还有一周,农历冬月就要过去了,风裹着清寒掠过枝头,“冬月”二字便带着古朴的诗意铺展开来。
古人以孟冬、仲冬、季冬划分冬时,这被称作“畅月”“葭月”的仲冬之月,因藏着冬至的岁首记忆,藏着万物闭藏的智慧,成了冬日里最富底蕴的时节。
恰此时,冬月冰酒也如约启封,让节气的风骨与佳酿的醇香,在寒日里酿成一场温柔的邂逅。
冬月的底色,是沉静与蓄藏。
“冬三月,此谓闭藏”,天地敛去锋芒,草木褪去浮华,连阳光都变得温吞,慢悠悠地洒在结霜的窗棂上。
冬月里的东北已经下了几场大雪了。
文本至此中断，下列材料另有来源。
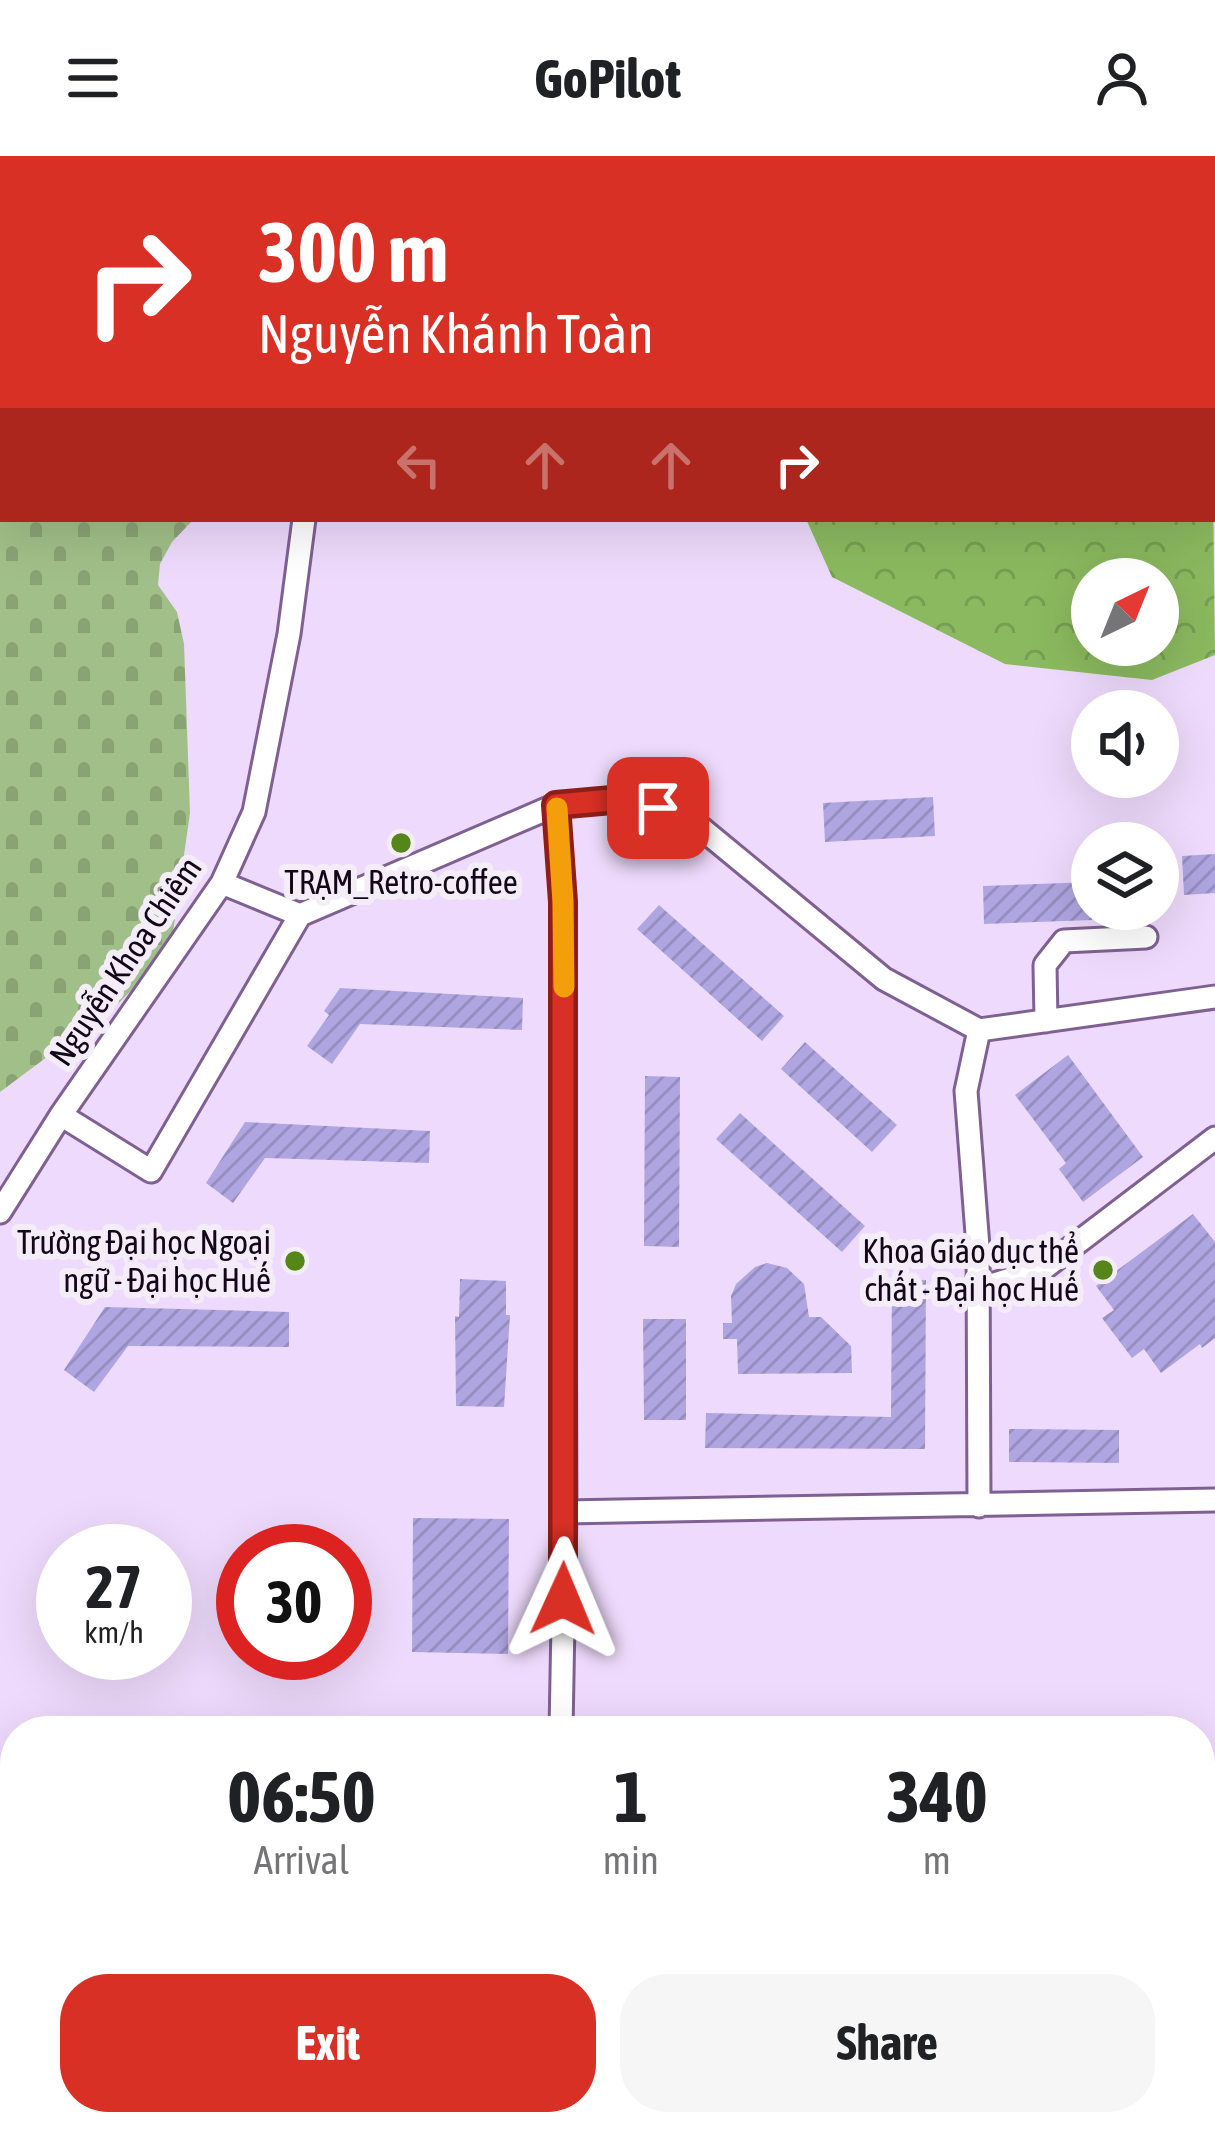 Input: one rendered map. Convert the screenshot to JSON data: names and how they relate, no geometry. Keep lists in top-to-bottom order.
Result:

冰葡萄园里的山葡萄上也挂满了厚厚的霜雪,将春的希望悄悄收纳。

这般“吐故纳新”的节气特质,恰与冰酒的酿造哲学不谋而合——
葡萄需在枝头历经霜雪洗礼,在零下的严寒中自然冰冻,将水分凝结成冰,留存下浓缩的糖分与果香,这是自然的筛选,亦是时光的沉淀。
冬月冰酒的诞生,是冬月节气最鲜活的注脚。

我们恪守自然节律,将葡萄留枝至冬月深处,待寒霜降透果粒,再于凌晨低温时人工采摘。此时的葡萄,每一颗都像裹着冰晶的珍宝,10公斤冰葡萄仅能压榨出1公斤原汁,少一分寒温便失了浓度,差一刻时机便损了风味。
这般依赖天时、耗费心力的坚守,恰如冬月里万物的隐忍蓄藏,唯有耐住严寒,方能成就甘甜。
斟一杯冬月冰酒,便是与仲冬的深度对话。
澄澈的酒液在杯中流转,带着宝石红般的光泽,轻晃间,浓郁的蓝莓等黑色水果及蘑菇、蜂蜜等香气扑鼻,口感厚重、圆滑、冰冽、协调。入口时,初尝是冬雪凝结的清甜,细品便有橡木香气的柔和回甘,尾调里藏着一丝寒日的清冽,甜而不腻,醇而不烈。仿佛将冬月的阳光、霜雪与静谧,都尽数锁进了这杯酒中。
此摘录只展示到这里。